So I think we’ve created these enclaves and these little fortresses, and until there’s greater transdisciplinary conversation, I think safety will remain immature and lacking sophistication for quite some time.

Dr Miller:Could I ask you first to talk for the audience about what is the social psychology of risk?

Dr Long:Well the social psychology of risk has a tradition that came out of – without being too academic – out of the Frankfurt School, the work of Habermas and through into things like the study of semiotics, the study of semiology.

Dr Miller:And actually for our audience who perhaps aren’t – can you just put some of those in common language for us?

Dr Long:Semiotics is the study of signs, symbols and significance, and how socially we are affected by those signs and symbols.

Dr Miller:So that’s the application for workplaces, is thinking how…

Dr Long:There are hundreds of these social psychological dynamics at work which work in what we might call the collective unconscious. So we do things together collectively and unconsciously that don’t involve conscious decision making, that affect everything from buying a house to how we watch a football game.

Dr Miller:Or decisions we make about what’s safe or not.

Dr Long:That’s correct.I hear all this stuff out in the safety sector – safety is a choice you make, it’s all about some rational decision – and I hear all this stuff, and I just think you can’t be serious. And so I started looking at the assumptions behind this mechanistic rationalistic discipline called safety, and was just amazed at how naïve it was in its knowledge of what makes a human being and what makes a society, what is an organisation.
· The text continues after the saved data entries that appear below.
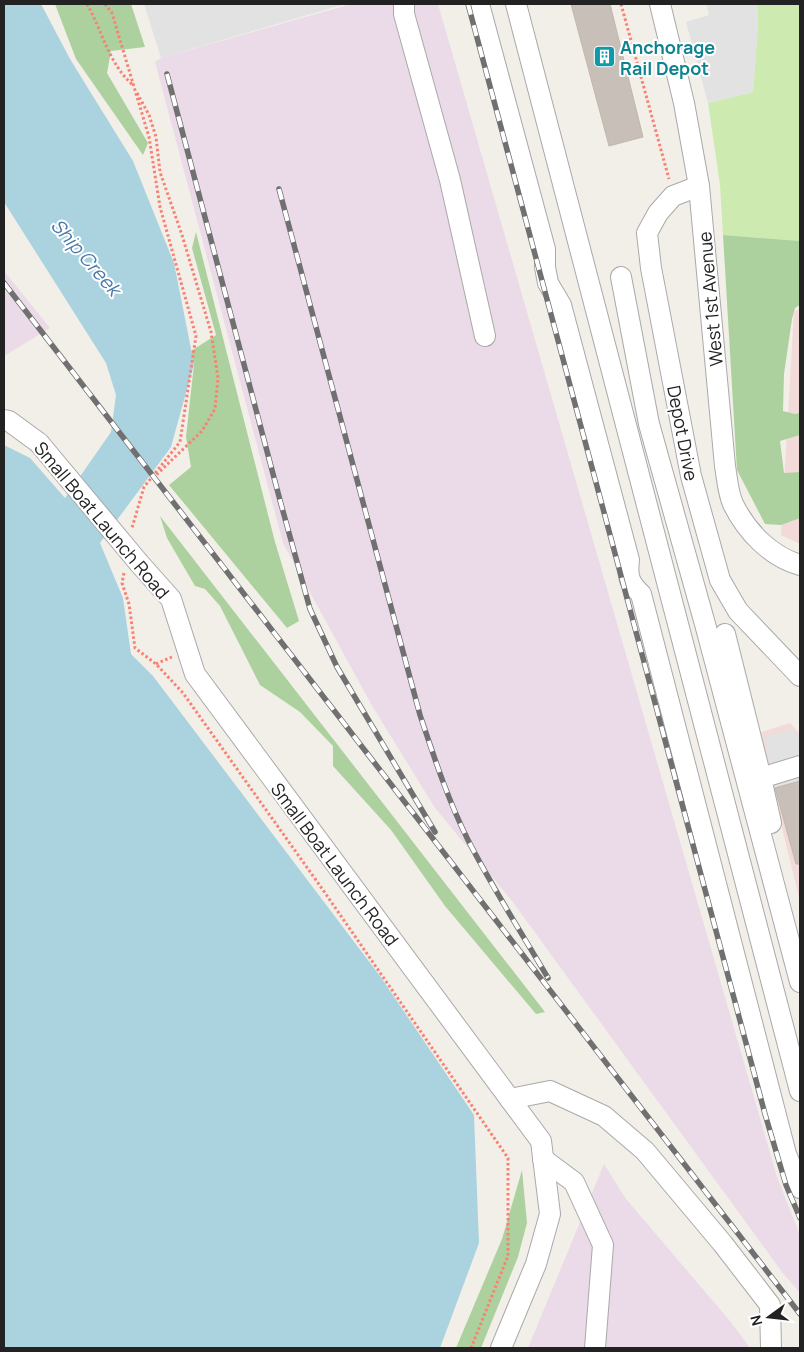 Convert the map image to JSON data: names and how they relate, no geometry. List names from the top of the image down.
{
  "streets": {
    "street": ["West 1st Avenue", "Depot Drive", "Small Boat Launch Road"]
  },
  "crossings": [
    ["West 1st Avenue", "Depot Drive"]
  ],
  "water": ["Ship Creek"],
  "places": {
    "building": ["Anchorage Rail Depot"]
  },
  "north": "left"
} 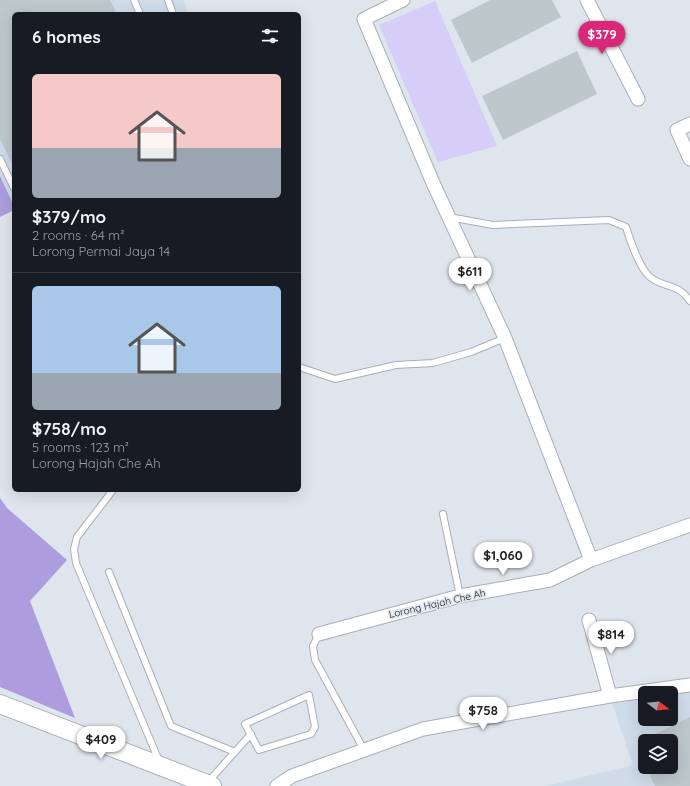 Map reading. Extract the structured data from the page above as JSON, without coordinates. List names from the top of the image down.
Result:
{
  "streets": {
    "street": ["Lorong Hajah Che Ah"]
  },
  "north": "right",
  "page": {
    "heading": "6 homes",
    "price": [
      "$379",
      "$611",
      "$1,060",
      "$814",
      "$758",
      "$409"
    ],
    "list": [
      {
        "name": "$379/mo",
        "note": "2 rooms · 64 m² · Lorong Permai Jaya 14"
      },
      {
        "name": "$758/mo",
        "note": "5 rooms · 123 m² · Lorong Hajah Che Ah"
      }
    ]
  }
} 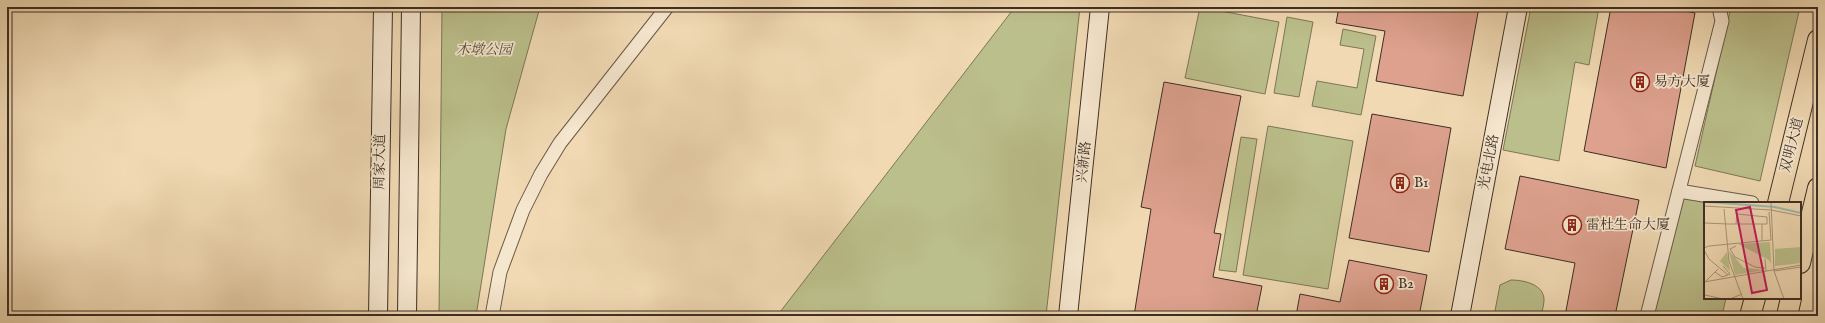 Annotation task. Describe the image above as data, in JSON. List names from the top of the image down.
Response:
{
  "streets": {
    "main road": ["双明大道"],
    "street": ["周家大道", "兴新路", "光电北路"]
  },
  "parks": ["木墩公园"],
  "places": {
    "building": [
      "易方大厦",
      "B1",
      "雷杜生命大厦",
      "B2"
    ]
  }
} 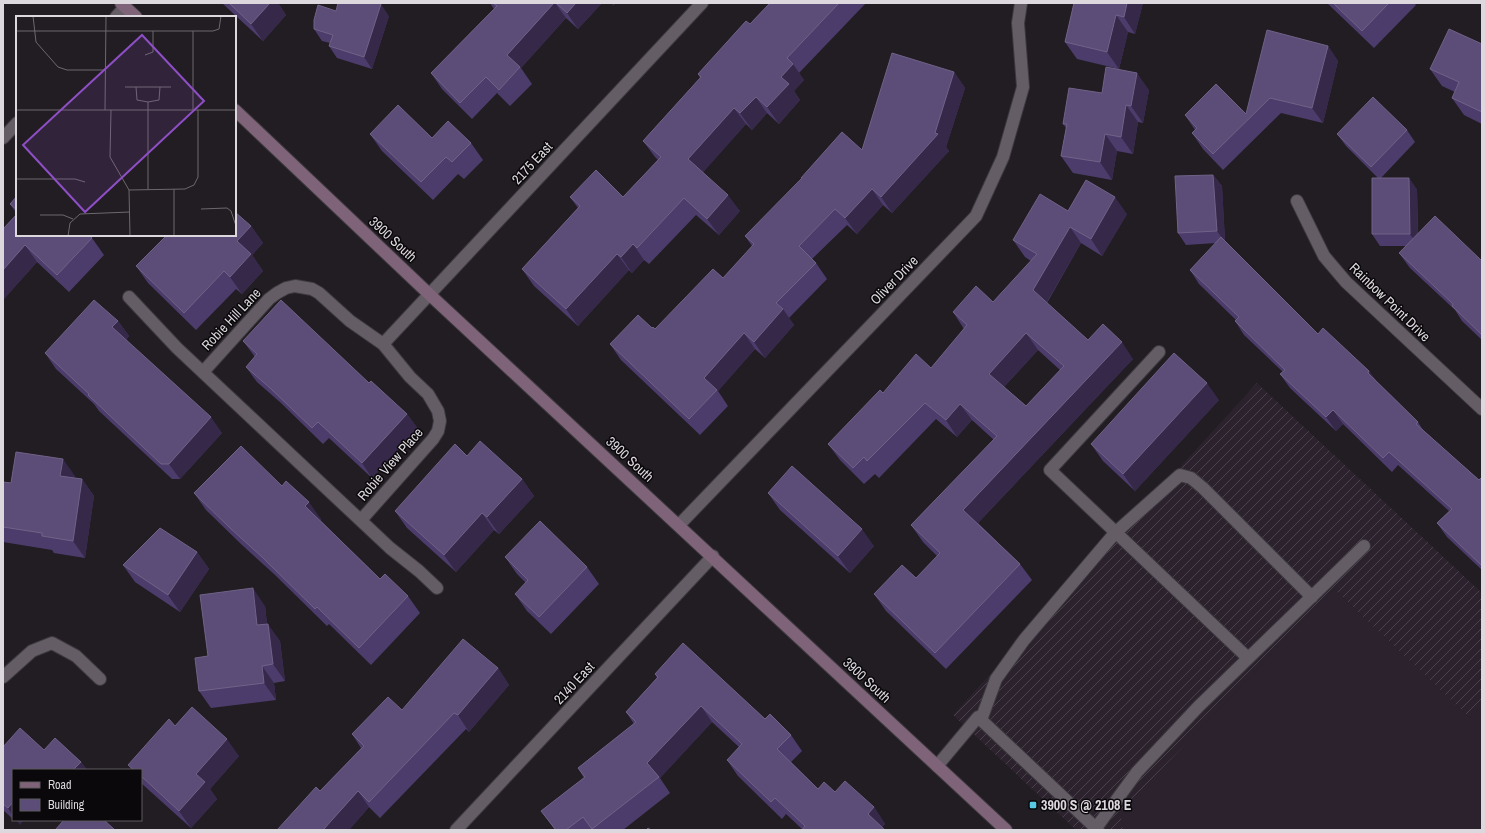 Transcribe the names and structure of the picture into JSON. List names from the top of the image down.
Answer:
{
  "streets": {
    "main road": ["3900 South"],
    "street": [
      "2175 East",
      "Oliver Drive",
      "Rainbow Point Drive",
      "Robie Hill Lane",
      "Robie View Place",
      "2140 East"
    ]
  },
  "crossings": [
    ["2175 East", "3900 South"],
    ["2175 East", "Robie Hill Lane"],
    ["2175 East", "Robie View Place"],
    ["3900 South", "Oliver Drive"],
    ["3900 South", "2140 East"],
    ["Robie Hill Lane", "Robie View Place"]
  ],
  "places": {
    "transit": ["3900 S @ 2108 E"]
  },
  "legend": ["Road", "Building"]
}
I mean we think differently just in this room gathering round a table. We could change the way we socially make decisions together as a group here. If I put a sparkling ball, some dim lights and a bit of music in the background and we took the tables away…

Dr Miller:So by changing the context you’ve changed…
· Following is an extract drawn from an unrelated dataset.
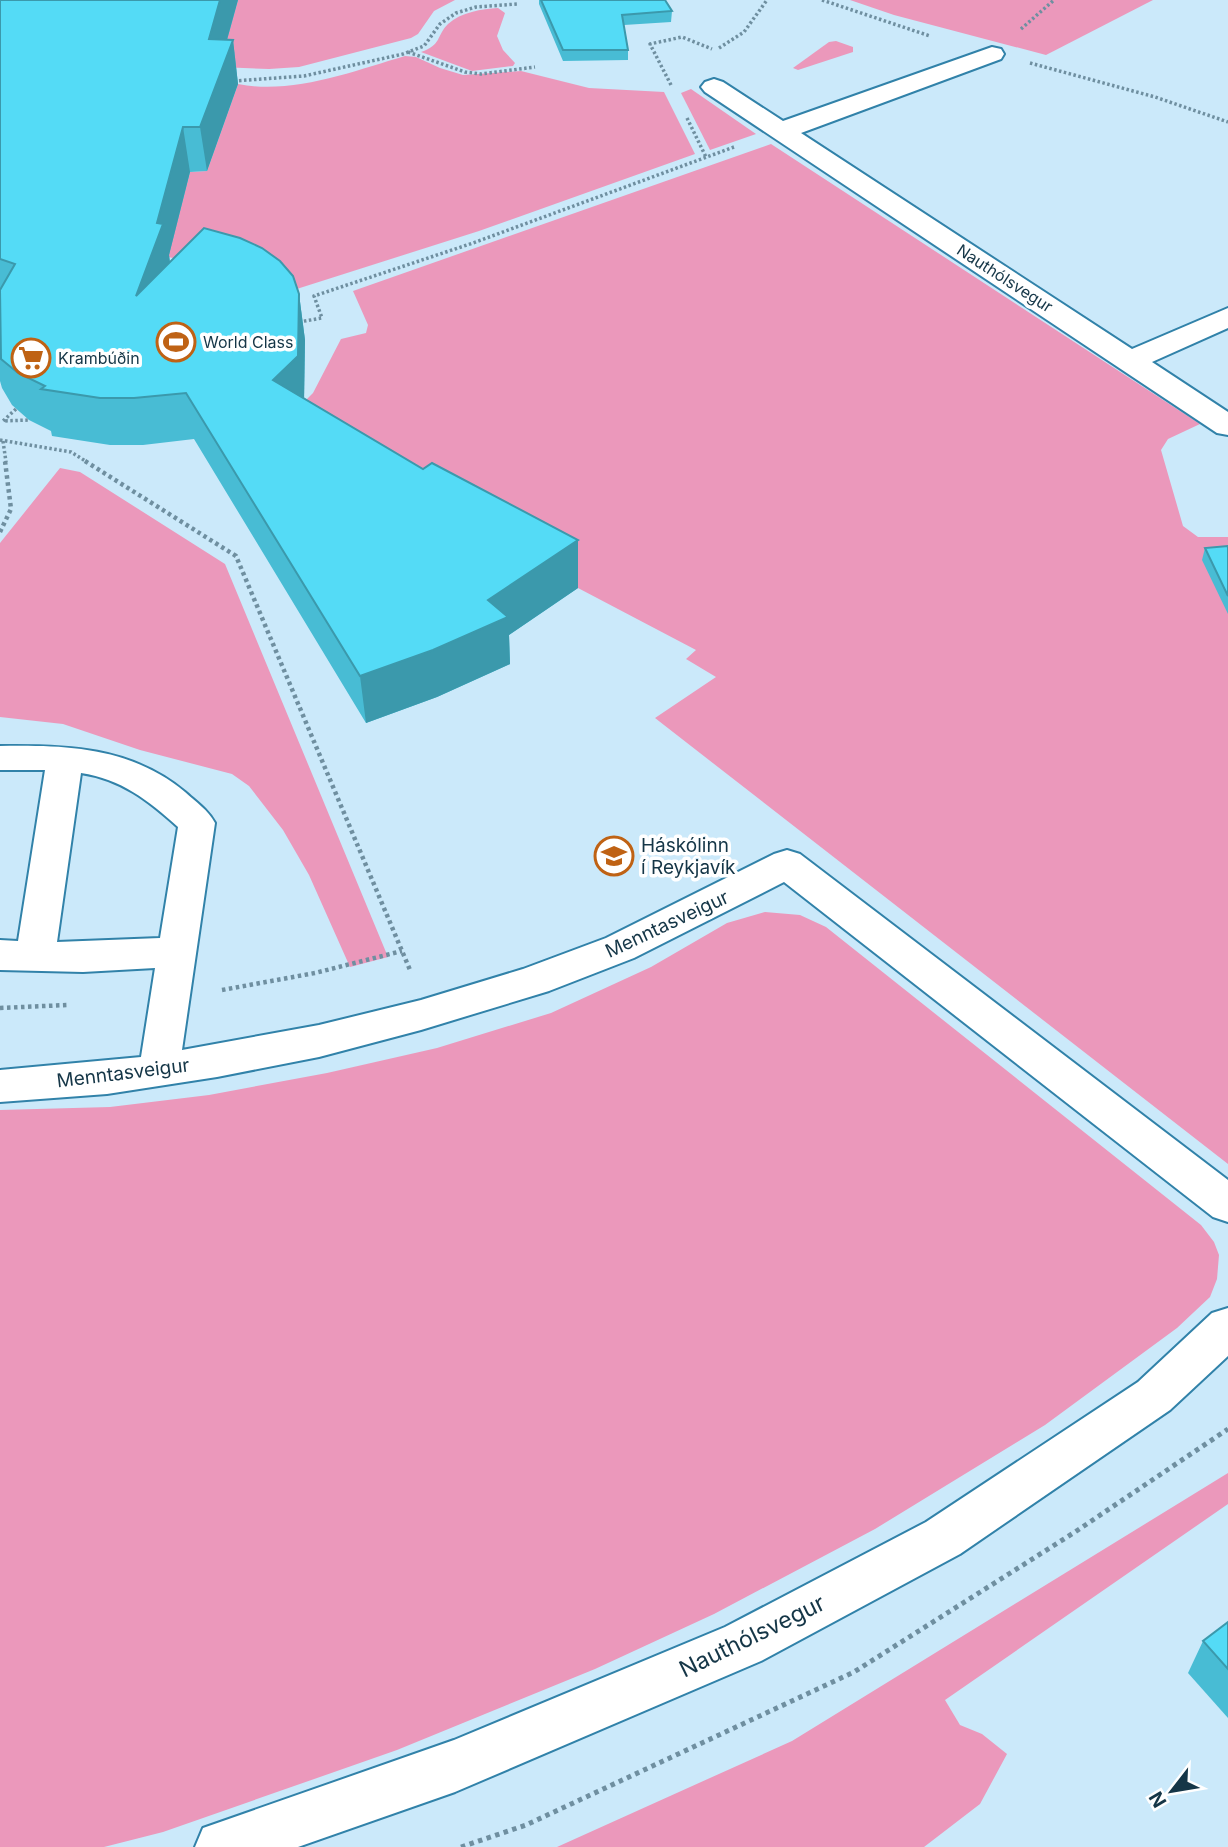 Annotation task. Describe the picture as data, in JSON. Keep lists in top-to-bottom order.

Dr Long:We change the social arrangement. You change the associated decision making. Go to a church, it changes. Go to a wedding, it changes. Go to a funeral, it changes. We’re affected socially.

We’re social beings, and until we understand this sociality of being, we’ll continue to think that human beings are some sort of behaviourist mechanistic choice decision process that’s affected by inputs and outputs. It’s far from that.

Dr Miller:How does that directly apply to health and safety, and how can we harness that knowledge that you’re referring to, that groups operate…

Dr Long:I don’t think it’s something that the word harness is really suitable for. I think it’s something you more tackle. Any time you try to understand the nature of how humans live and breathe and work together socially, it steps out of the realms of mechanistic predictability.

So I would say that the discipline of risk and safety is more of a wicked problem. It’s more intractable, it’s more paradoxical, because it’s about humans. The moment you think you can make a human do a certain thing and act in a certain way, you’re moving them from being a human into a robot. Well good, just go make robots. If you want the freedom and the innovation and creativity which comes from being a social human being, you have to accept some of the paradoxical things that are part in the nature of that. So our freedom to move in certain ways in our lives which makes life worth living doesn’t match this mechanical thing that says all risk is wrong, we should be risk averse and whatever. The truth of the fact is our lives are enriched by the risks we take, and we all take risks every day and it makes life worth living.

So social psychology would bring quite a different approach to the way risk and safety currently thinks, which has been commanded a great deal by traditions of engineering, science and regulation. Most of the lawyers I know don’t think like safety people think they think either. Most lawyers have a great deal of training in critical thinking and understand dimensions of social politics. As a profession I think there’s not enough transdisciplinary engagement with lawyers outside of this restrictive paradigm either.

Dr Miller:I might take you tohow bias affects decisions people make at work, including their judgments of risk. I wondered if for this audience you could give some examples of some of the most important biases you see, and how they might be seen in a workplace.

Dr Long:Well even if you jump on Wikipedia there’s over 300 cognitive biases within just that list on Wikipedia. I’ll just give you a couple.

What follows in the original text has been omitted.